April 18, 2016
FTC Chasing the Wrong Healthcare Villain in Chicago
Last December the Federal Trade Commission sued to block the proposed merger between Advocate Health Care and NorthShore University Health System. The combined company’s annual revenues would exceed $7 billion. Their consolidated network would provide healthcare services throughout the entire metropolitan region. In opposing the merger, the FTC argued that the new company’s concentration of hospitals in Chicago’s North Shore would stifle competition, raise prices and reduce service quality for North Shore residents.
Advocate and NorthShore are challenging the FTC’s action in Chicago’s U.S. District Court. The trial began last week. Most health law experts believe the FTC will prevail. This would be a pyrrhic and ironic victory.
BlueCross BlueShield of Illinois controls almost 75% of Metropolitan Chicago’s lucrative commercial insurance market. A merged Advocate-NorthShore health company would have the scale, geography and capabilities to challenge BlueCross’ market dominance. It would deliver better, lower-cost healthcare services throughout the entire metropolitan region. Absent a merged Advocate-NorthShore, BlueCross will continue its anti-competitive, market-crushing business practices.
Healthcare’s Dynamic Marketplace
This trial occurs as powerful market forces are reshaping healthcare delivery. Expanding Medicare Advantage, public exchanges, value-based payment and more equitable health insurance are placing new demands on healthcare companies. New business models are emerging. Traditional lines between insurance provision and healthcare delivery are blurring.

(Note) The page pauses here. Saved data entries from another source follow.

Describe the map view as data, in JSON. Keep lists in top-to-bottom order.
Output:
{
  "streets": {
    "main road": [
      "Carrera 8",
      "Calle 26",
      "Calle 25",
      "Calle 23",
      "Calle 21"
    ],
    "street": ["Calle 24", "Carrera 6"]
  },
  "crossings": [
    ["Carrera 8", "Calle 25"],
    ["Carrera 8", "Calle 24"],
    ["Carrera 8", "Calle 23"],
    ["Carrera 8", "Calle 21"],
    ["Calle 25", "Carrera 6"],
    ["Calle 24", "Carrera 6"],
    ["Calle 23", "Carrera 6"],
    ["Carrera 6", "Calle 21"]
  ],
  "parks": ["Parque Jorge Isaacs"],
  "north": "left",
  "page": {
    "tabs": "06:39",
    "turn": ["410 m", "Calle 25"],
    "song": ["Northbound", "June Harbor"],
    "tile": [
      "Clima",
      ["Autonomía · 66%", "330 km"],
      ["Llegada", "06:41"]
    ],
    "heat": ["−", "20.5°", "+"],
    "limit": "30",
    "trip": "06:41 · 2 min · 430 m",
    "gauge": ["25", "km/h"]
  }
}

Disruption in healthcare poses enormous challenges for industry incumbents. Lack of care management capabilities is American healthcare’s greatest deficiency. Large commercial insurers are losing billions insuring new exchange members under Obamacare. Care costs have overwhelmed premium revenues. Health companies able to attract customers, provide patient-centric services and manage total care costs will thrive in post-reform healthcare. Others will lose market relevance.
Health Care Services Corporation (HCSC) is the parent company of BlueCross affiliates in Illinois and four other states. It is struggling to adapt to new marketplace dynamics. HCSC lost $2.3 billion on individual policies in 2014 and 2015. To compensate, it eliminated popular PPO plans and stopped paying broker commissions. In Illinois, these decisions forced 173,000 BlueCross members to scramble for new health insurance coverage.
Anti-Competitive Consequences
BlueCross overcomes losses in the individual market by generating monstrous profits administering healthcare benefits on behalf of self-insured employers. High-paying commercial contracts are lifeblood for the region’s hospitals and doctors. Blue Cross provides vital cash-flow to these providers by pre-paying for commercially-insured treatments.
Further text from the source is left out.